A to okolica w ktorej mieszkamy:

----------


## rrmi

> *DOROTAZAB* cos mi sie wydaje, ze takie domy nie potrzebuja sprzataczek. Czy to sa moze domy twoich znajomych? Dlaczego tak nienawidzisz tej Hameryki?? Wracaj do domu.


Moze swoj wkleja , wyjasniloby to te nienawisc .
Dajmy jej spokoj , bo niebardzo jest jak i o czym pogawedzic .  :Confused:  

Troche wczesnie *Gabrielo* zaczyna sie ten swiateczny sezon   :smile:  
Zapraszam Cie do watku Hamerykanskiego na pogaduszki , bo tu nie w temacie jestesmy
pozdrowka  :big grin:

----------


## dorotazab

Wszyscy kochajacy ameryke - wstyd mi za Was ze nie potraficie obiektywnie oceniac, no coz cudze chwalicie swego nie znacie - Wasza sprawa!

----------


## Luc Skywalker

> Wszyscy kochajacy ameryke - wstyd mi za Was ze nie potraficie obiektywnie oceniac, no coz cudze chwalicie swego nie znacie - Wasza sprawa!


Chyba cos ci sie pomylilo .
Rozmowa toczy sie wokol zdjc , ktore wkleilas . No wiesz , ze sa denne .
Temat milosci nie byl poruszany .

----------


## plaza123

> Wszyscy kochajacy ameryke - wstyd mi za Was ze nie potraficie obiektywnie oceniac, no coz cudze chwalicie swego nie znacie - Wasza sprawa!


Dorociu, nikt Ciebie tutaj na sile nie trzyma.  :cool:  *$*  :big grin:  
Powinnas moze pomyslec o awansie zawodowym i zostac sprzataczka na rezydencji  :Roll:  , skoro w tak biednych okolicach sa one potrzebne to pomysl o tych bogatych.  :Lol:   :Lol:   :Lol:  


PS. jak na zdjecia konkursowe to jest to cienizna.  :cry:  


 :Lol:   :Lol:   :Lol:   :cool:   :Lol:

----------


## Aggi

> Wszyscy kochajacy ameryke - wstyd mi za Was ze nie potraficie obiektywnie oceniac, no coz cudze chwalicie swego nie znacie - Wasza sprawa!


No popatrz!   :Lol:  Nikt tu nie deklarował miłości do Ameryki, to chyba Ty kochasz te miejsca, skoro pozwalają ci zarobić na utrzymanie. 

Nikt też nie powiedział słowa zbliżonego do pochwały zaprezentowanego stanu rzeczy. Omawiamy kwestię etyczną Twojego wystepu.

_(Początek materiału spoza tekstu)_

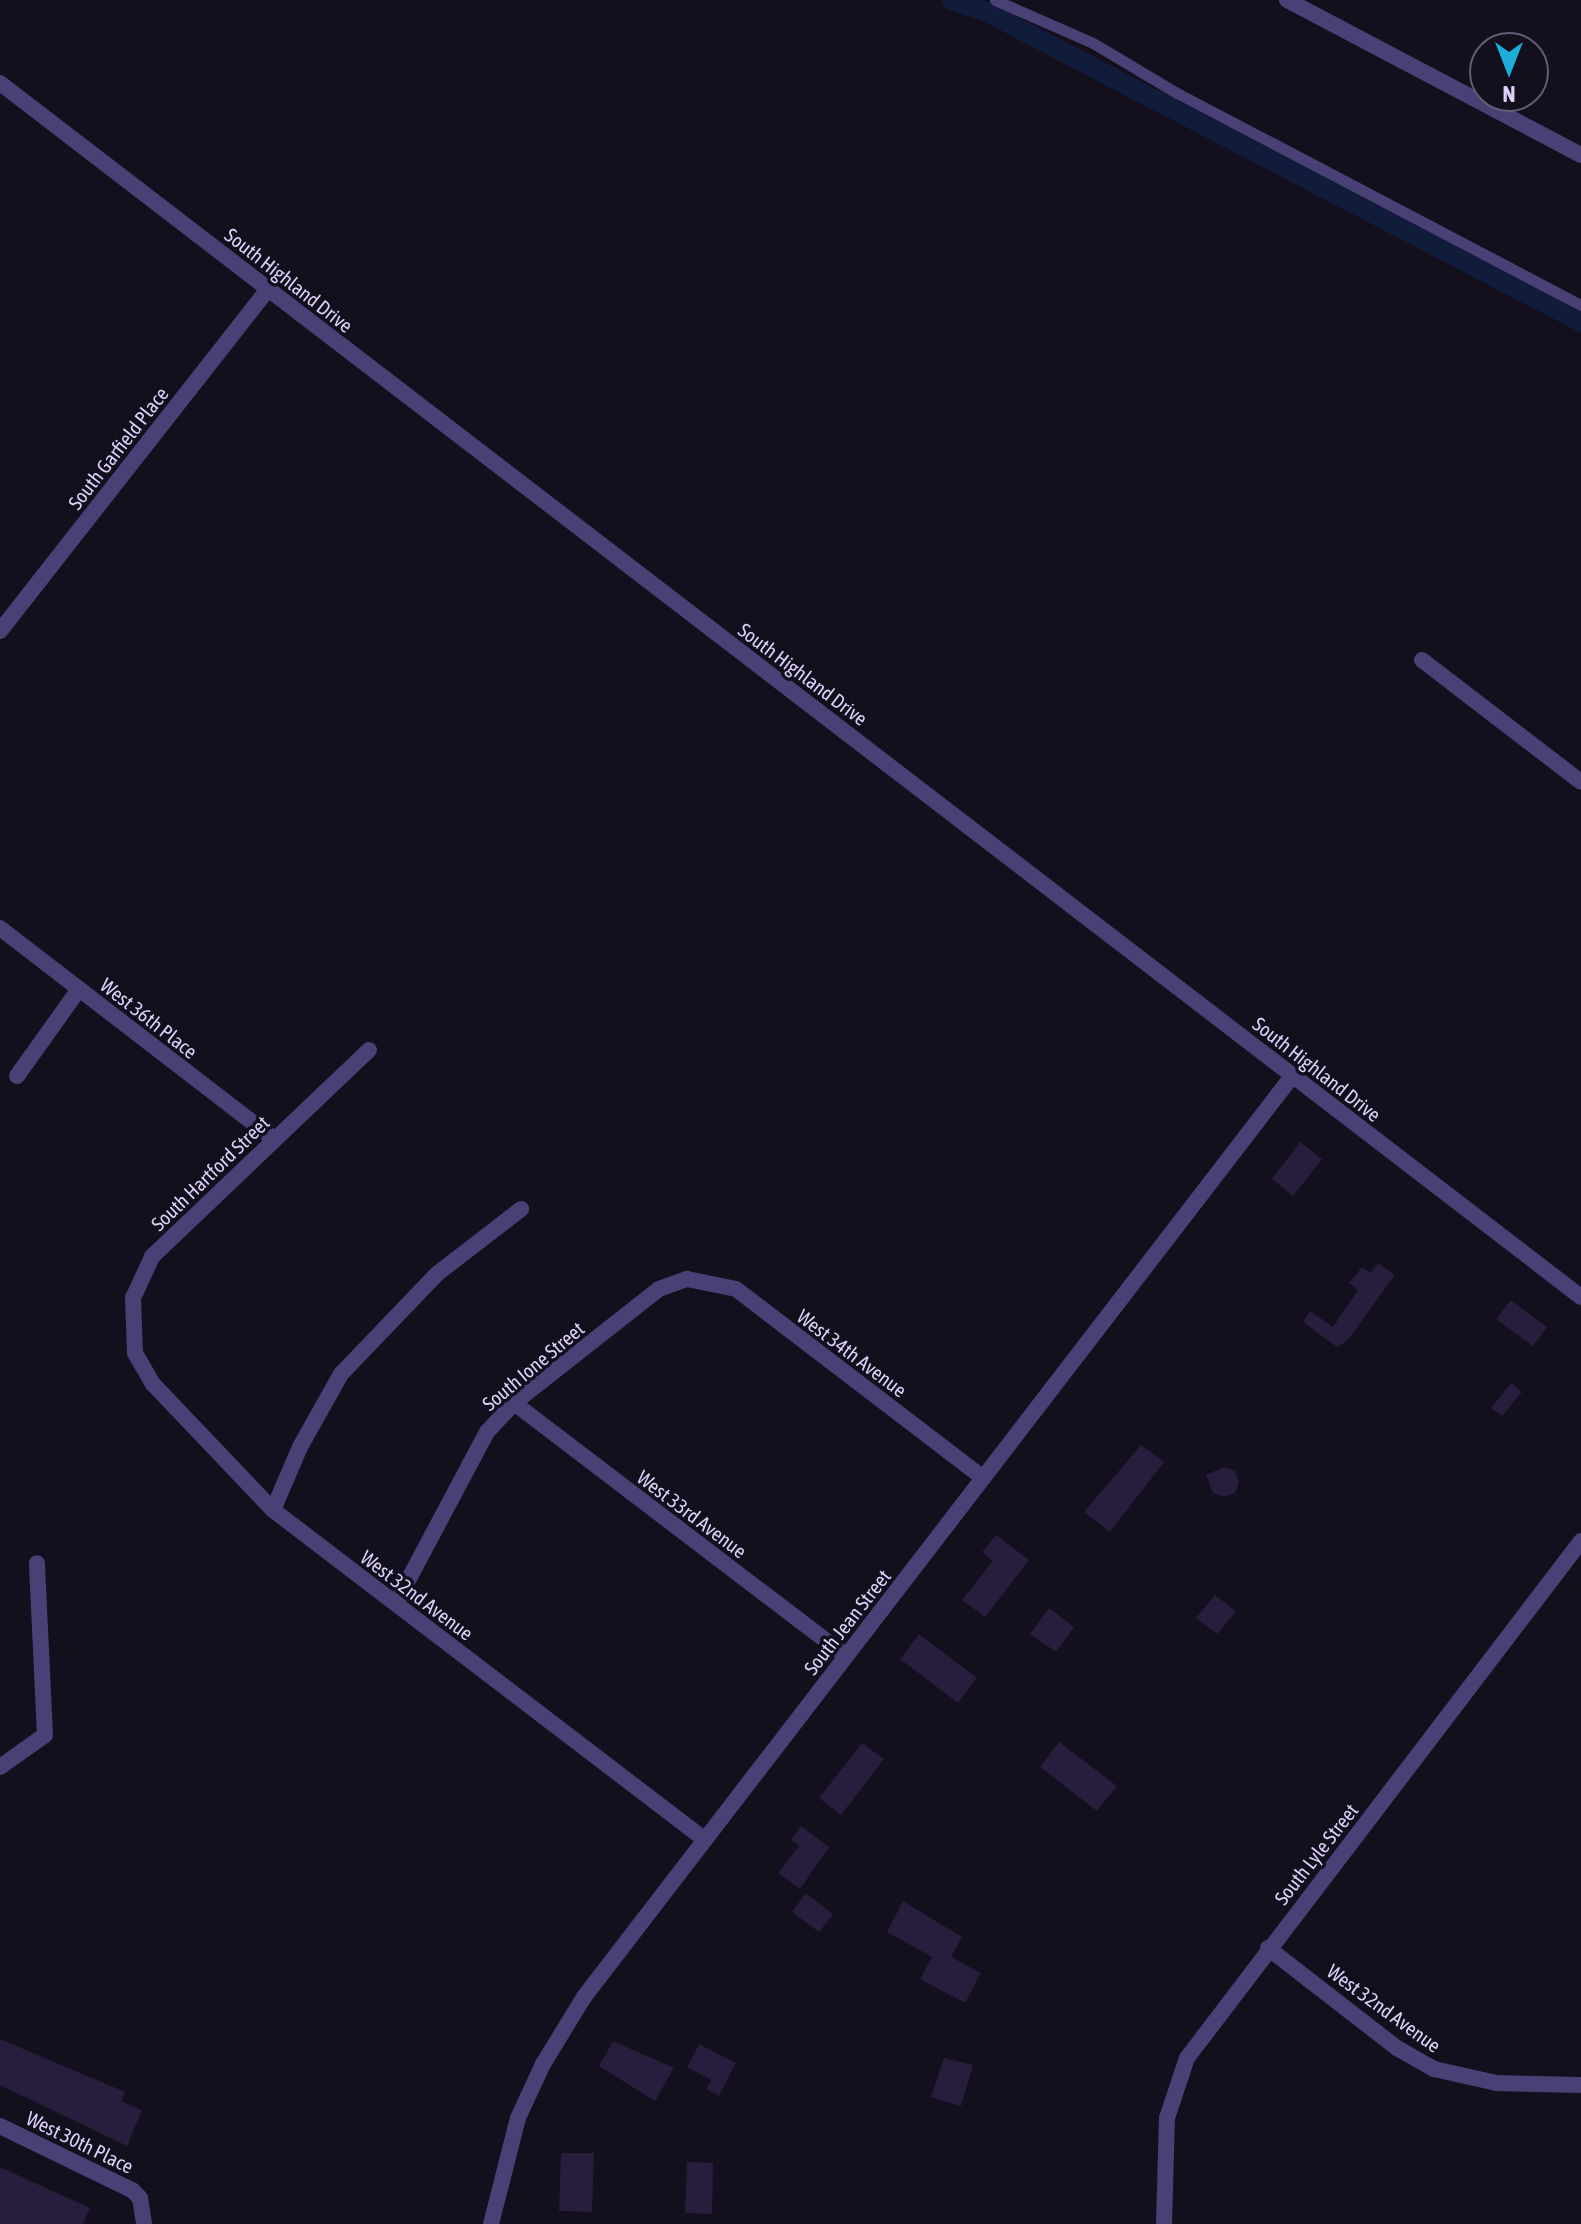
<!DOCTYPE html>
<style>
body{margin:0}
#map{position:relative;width:1581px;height:2224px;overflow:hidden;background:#130f1d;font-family:"Asap Condensed",sans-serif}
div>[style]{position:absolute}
.canal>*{height:20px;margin:-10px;padding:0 10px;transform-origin:10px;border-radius:10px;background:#111b3a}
.building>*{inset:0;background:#271d3c}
.service>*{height:11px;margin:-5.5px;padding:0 5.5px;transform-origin:5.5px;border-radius:5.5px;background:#494076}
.minor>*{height:16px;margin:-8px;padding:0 8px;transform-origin:8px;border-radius:8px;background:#494076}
.tertiary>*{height:16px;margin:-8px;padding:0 8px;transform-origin:8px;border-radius:8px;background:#494076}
span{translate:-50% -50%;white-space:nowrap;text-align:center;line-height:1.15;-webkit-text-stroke:7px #130f1d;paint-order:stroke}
.street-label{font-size:20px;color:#dbd1f9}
.north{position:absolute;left:1469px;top:32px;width:80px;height:80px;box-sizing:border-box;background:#130f1d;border:2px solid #635d75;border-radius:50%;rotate:180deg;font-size:22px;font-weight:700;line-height:32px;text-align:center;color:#dbd1f9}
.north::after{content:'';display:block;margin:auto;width:28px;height:36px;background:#1eacd8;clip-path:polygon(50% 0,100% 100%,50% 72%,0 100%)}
</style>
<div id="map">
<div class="canal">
<i style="left:952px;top:0;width:37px;rotate:19deg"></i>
<i style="left:987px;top:12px;width:670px;rotate:27.56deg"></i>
</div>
<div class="building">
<i style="clip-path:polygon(1300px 1142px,1322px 1159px,1293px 1196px,1272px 1179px)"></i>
<i style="clip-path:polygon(1378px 1263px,1395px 1275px,1348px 1340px,1337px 1347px,1303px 1322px,1310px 1311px,1333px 1327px,1358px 1290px,1349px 1283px,1362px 1267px,1371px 1273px)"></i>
<i style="clip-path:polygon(1511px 1300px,1547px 1327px,1533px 1346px,1496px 1319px)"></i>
<i style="clip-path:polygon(1511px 1383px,1522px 1392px,1502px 1416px,1491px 1408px)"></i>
<i style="clip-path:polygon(1141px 1445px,1164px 1462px,1110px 1532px,1084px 1512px)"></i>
<i style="clip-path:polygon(1224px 1467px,1235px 1471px,1239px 1482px,1235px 1493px,1224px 1497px,1213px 1493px,1206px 1475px)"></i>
<i style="clip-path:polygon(996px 1535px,1029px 1560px,985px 1617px,962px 1600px,993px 1561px,982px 1552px)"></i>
<i style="clip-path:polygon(1215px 1595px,1236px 1611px,1217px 1634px,1196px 1618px)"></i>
<i style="clip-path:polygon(1049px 1608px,1074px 1627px,1056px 1652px,1030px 1634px)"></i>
<i style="clip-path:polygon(919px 1634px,977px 1678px,958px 1703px,900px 1659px)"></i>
<i style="clip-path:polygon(1059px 1742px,1117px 1786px,1097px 1811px,1040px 1767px)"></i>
<i style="clip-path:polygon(862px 1743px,884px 1759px,841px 1815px,819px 1798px)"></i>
<i style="clip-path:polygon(801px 1826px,829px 1847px,800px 1889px,778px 1873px,799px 1846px,791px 1840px)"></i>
<i style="clip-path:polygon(806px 1893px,833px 1914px,819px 1932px,792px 1912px)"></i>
<i style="clip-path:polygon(903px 1901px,962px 1937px,951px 1957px,981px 1973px,965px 2003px,920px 1979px,932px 1957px,887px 1932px)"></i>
<i style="clip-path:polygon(0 2039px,125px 2092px,121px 2101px,142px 2110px,127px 2146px,0 2085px)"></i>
<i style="clip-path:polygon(613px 2041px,674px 2068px,655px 2101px,599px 2066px)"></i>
<i style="clip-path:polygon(699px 2044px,736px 2063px,719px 2096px,706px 2089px,711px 2080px,687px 2067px)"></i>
<i style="clip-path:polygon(944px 2058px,973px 2065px,961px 2106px,931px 2097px)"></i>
<i style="clip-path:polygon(561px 2153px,594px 2153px,592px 2212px,559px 2211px)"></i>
<i style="clip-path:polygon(687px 2162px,713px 2163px,712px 2214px,685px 2213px)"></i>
<i style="clip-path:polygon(0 2167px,90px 2208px,83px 2224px,0 2224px)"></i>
</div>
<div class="service">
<i style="left:995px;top:0;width:107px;rotate:23.7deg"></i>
<i style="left:1093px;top:43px;width:98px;rotate:30.8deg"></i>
<i style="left:1177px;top:93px;width:456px;rotate:27.7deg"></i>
</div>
<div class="minor">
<i style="left:1287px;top:0;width:332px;rotate:27.8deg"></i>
<i style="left:0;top:631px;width:434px;rotate:-51.9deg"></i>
<i style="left:1422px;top:660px;width:200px;rotate:37.5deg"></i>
<i style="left:0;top:928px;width:346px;rotate:37.6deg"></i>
<i style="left:369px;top:1050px;width:300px;rotate:136.4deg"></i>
<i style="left:152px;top:1257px;width:45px;rotate:114.9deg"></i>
<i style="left:133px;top:1298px;width:55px;rotate:87.9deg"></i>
<i style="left:135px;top:1353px;width:36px;rotate:60deg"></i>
<i style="left:153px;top:1384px;width:174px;rotate:46.4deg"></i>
<i style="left:273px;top:1510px;width:542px;rotate:37.36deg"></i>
<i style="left:17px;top:1076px;width:107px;rotate:-54.5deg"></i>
<i style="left:514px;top:1403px;width:417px;rotate:37.3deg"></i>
<i style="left:273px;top:1510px;width:69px;rotate:-66.8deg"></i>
<i style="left:300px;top:1447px;width:84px;rotate:-60.7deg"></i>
<i style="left:341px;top:1374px;width:140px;rotate:-46.2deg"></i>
<i style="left:438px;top:1273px;width:105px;rotate:-37.6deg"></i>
<i style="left:396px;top:1603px;width:194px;rotate:-62deg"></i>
<i style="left:487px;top:1432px;width:40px;rotate:-47deg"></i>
<i style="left:514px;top:1403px;width:184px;rotate:-38.2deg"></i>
<i style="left:659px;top:1289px;width:30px;rotate:-20deg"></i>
<i style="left:687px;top:1279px;width:50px;rotate:11.5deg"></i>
<i style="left:736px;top:1289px;width:311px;rotate:37.4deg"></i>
<i style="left:0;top:1767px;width:55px;rotate:-35.4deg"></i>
<i style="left:45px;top:1735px;width:172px;rotate:-92.7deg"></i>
<i style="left:1268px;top:1948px;width:163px;rotate:37.8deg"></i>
<i style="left:1397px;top:2048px;width:43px;rotate:29.6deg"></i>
<i style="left:1434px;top:2069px;width:64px;rotate:12.7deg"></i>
<i style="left:1496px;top:2083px;width:85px;rotate:1.3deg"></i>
<i style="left:0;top:2126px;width:147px;rotate:25.9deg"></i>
<i style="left:132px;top:2190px;width:11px;rotate:45deg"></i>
<i style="left:140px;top:2198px;width:26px;rotate:81deg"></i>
<i style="left:1164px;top:2224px;width:106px;rotate:-88.4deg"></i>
<i style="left:1167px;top:2118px;width:63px;rotate:-71.6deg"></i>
<i style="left:1187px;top:2058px;width:650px;rotate:-52.69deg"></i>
</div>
<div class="tertiary">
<i style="left:0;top:83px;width:1993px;rotate:37.52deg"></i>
<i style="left:491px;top:2224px;width:109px;rotate:-75.7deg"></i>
<i style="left:518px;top:2118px;width:60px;rotate:-65.2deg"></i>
<i style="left:543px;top:2064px;width:79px;rotate:-58.5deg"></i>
<i style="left:584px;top:1997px;width:1163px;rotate:-52.44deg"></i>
</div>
<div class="street-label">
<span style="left:289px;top:280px;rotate:38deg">South Highland Drive</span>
<span style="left:118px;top:448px;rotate:-52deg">South Garfield Place</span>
<span style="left:803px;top:674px;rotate:37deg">South Highland Drive</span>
<span style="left:149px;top:1018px;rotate:38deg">West 36th Place</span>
<span style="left:1317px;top:1069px;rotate:38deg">South Highland Drive</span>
<span style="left:210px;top:1173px;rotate:-44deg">South Hartford Street</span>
<span style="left:852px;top:1353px;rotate:37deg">West 34th Avenue</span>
<span style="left:533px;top:1366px;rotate:-40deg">South Ione Street</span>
<span style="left:692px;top:1514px;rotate:37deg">West 33rd Avenue</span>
<span style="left:417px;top:1595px;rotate:37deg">West 32nd Avenue</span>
<span style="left:847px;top:1622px;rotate:-52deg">South Jean Street</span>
<span style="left:1316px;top:1854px;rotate:-52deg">South Lyle Street</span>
<span style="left:1384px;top:2008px;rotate:36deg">West 32nd Avenue</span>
<span style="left:80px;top:2142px;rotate:26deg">West 30th Place</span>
</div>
<div class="north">N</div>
</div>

Rrmi ma racje - z tą inteligencją, to coś nietęgo   :Wink2:  . Czytanie ze zrozumieniem jest dośc podstawową umiejetnością. 

Osobiście czuję się zażenowana tym co tu wyczyniasz. Co chcesz i komu udowodnić? Oprócz udowodnienia samej sobie, że potrafisz ten syf sprzątnąć...

----------


## gabriela

*To jakas chora obsesja*, czy Ty masz sie dobrze DOROTAZAB??
Na zdjeciach nie widac, zeby ktokolwiek kiedys w tym domu sprzatal. Syf i malaria, ale czy tylko Amerykanie tak zyja. Jaka nienawisc z Ciebie pala do Twoich rzekomych "pracodwcow". Poszukaj sobie bogatszych, u nich jest porzadniej. Albo wracaj do Polski, nie ponizaj sie tak dla dolarow.
Nie umialabym tak zyc tu w Niemczech palajac nienawiscia do wszytkich Niemcow wkolo. Nie musze ich kochac, ale nie majac innego wyjscia polubilam ich nawet, pracuje z nimi przeciez.
Wrocilabym juz chetnie do Polski, niestety pewnych rzeczy nie da sie przeskoczyc, ale i tak wroce, DLATEGO BUDUJE!!!!

----------


## dorotazab

Dla wyjasnienia - zdjecia wklejam takie jakie mam ochote wklejac - po co? Po to zeby nie bylo monotonnie.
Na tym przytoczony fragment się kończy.